▸ Data under study:
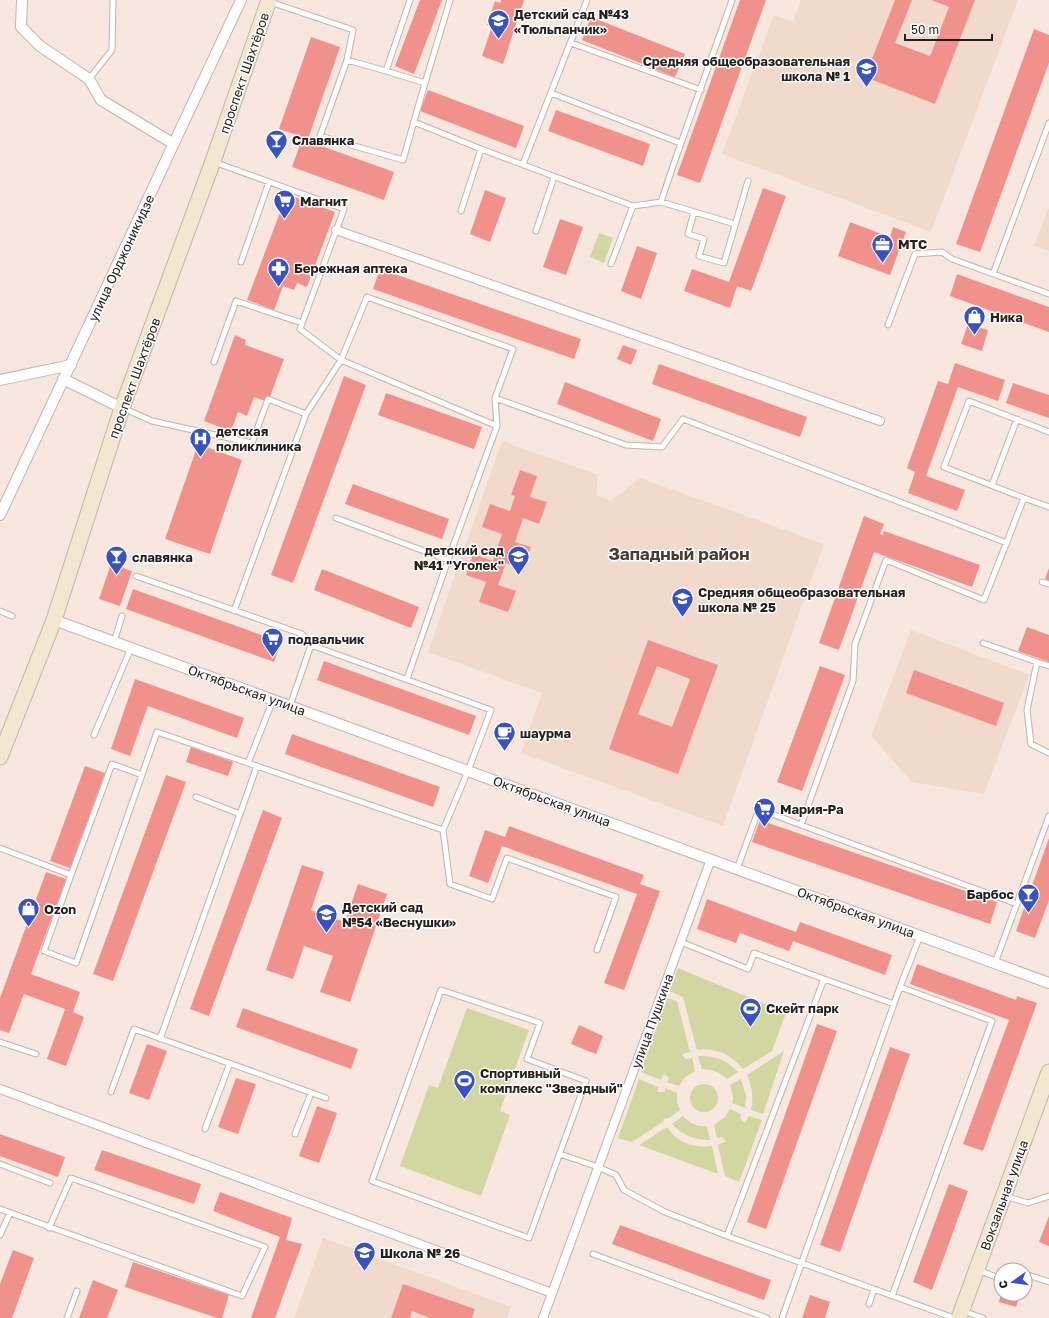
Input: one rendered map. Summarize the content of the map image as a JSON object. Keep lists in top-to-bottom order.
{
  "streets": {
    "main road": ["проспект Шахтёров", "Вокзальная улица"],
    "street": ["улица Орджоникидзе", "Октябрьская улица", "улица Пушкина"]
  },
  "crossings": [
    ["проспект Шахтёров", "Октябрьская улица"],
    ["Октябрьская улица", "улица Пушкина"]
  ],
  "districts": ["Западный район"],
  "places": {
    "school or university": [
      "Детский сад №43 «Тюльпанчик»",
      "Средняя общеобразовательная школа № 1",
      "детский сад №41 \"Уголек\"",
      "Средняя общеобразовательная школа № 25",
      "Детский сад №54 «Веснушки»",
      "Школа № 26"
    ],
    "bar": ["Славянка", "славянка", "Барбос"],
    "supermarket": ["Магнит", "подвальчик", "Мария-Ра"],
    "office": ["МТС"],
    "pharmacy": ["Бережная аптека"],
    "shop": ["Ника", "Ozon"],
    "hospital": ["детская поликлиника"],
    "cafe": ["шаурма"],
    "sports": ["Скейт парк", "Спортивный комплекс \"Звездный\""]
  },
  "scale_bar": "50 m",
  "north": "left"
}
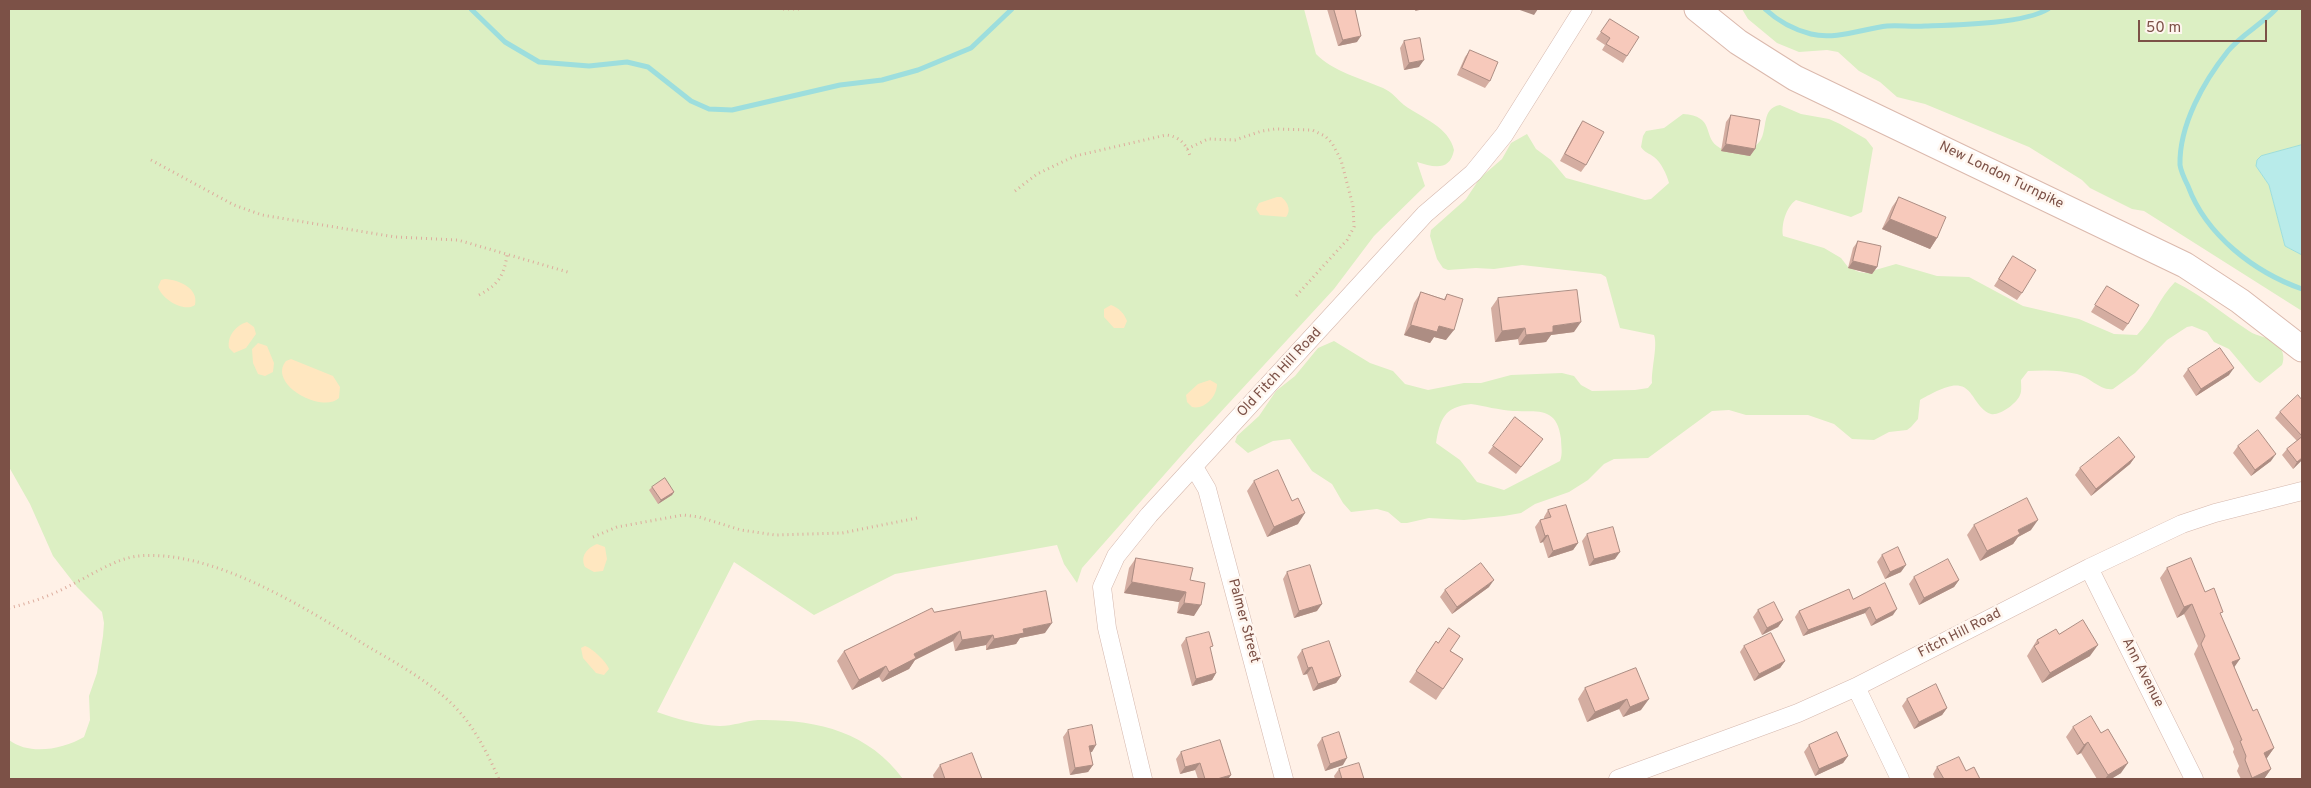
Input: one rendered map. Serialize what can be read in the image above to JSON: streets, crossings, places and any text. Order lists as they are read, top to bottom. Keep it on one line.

▸ The problem: Give back the material above exactly, without pictures.

▸ Reply:
Input: one rendered map. Summarize the content of the map image as a JSON object. Keep lists in top-to-bottom order.
{
  "streets": {
    "main road": ["проспект Шахтёров", "Вокзальная улица"],
    "street": ["улица Орджоникидзе", "Октябрьская улица", "улица Пушкина"]
  },
  "crossings": [
    ["проспект Шахтёров", "Октябрьская улица"],
    ["Октябрьская улица", "улица Пушкина"]
  ],
  "districts": ["Западный район"],
  "places": {
    "school or university": [
      "Детский сад №43 «Тюльпанчик»",
      "Средняя общеобразовательная школа № 1",
      "детский сад №41 \"Уголек\"",
      "Средняя общеобразовательная школа № 25",
      "Детский сад №54 «Веснушки»",
      "Школа № 26"
    ],
    "bar": ["Славянка", "славянка", "Барбос"],
    "supermarket": ["Магнит", "подвальчик", "Мария-Ра"],
    "office": ["МТС"],
    "pharmacy": ["Бережная аптека"],
    "shop": ["Ника", "Ozon"],
    "hospital": ["детская поликлиника"],
    "cafe": ["шаурма"],
    "sports": ["Скейт парк", "Спортивный комплекс \"Звездный\""]
  },
  "scale_bar": "50 m",
  "north": "left"
}
Input: one rendered map. Serialize what can be read in the image above to JSON: streets, crossings, places and any text. Order lists as they are read, top to bottom. Keep it on one line.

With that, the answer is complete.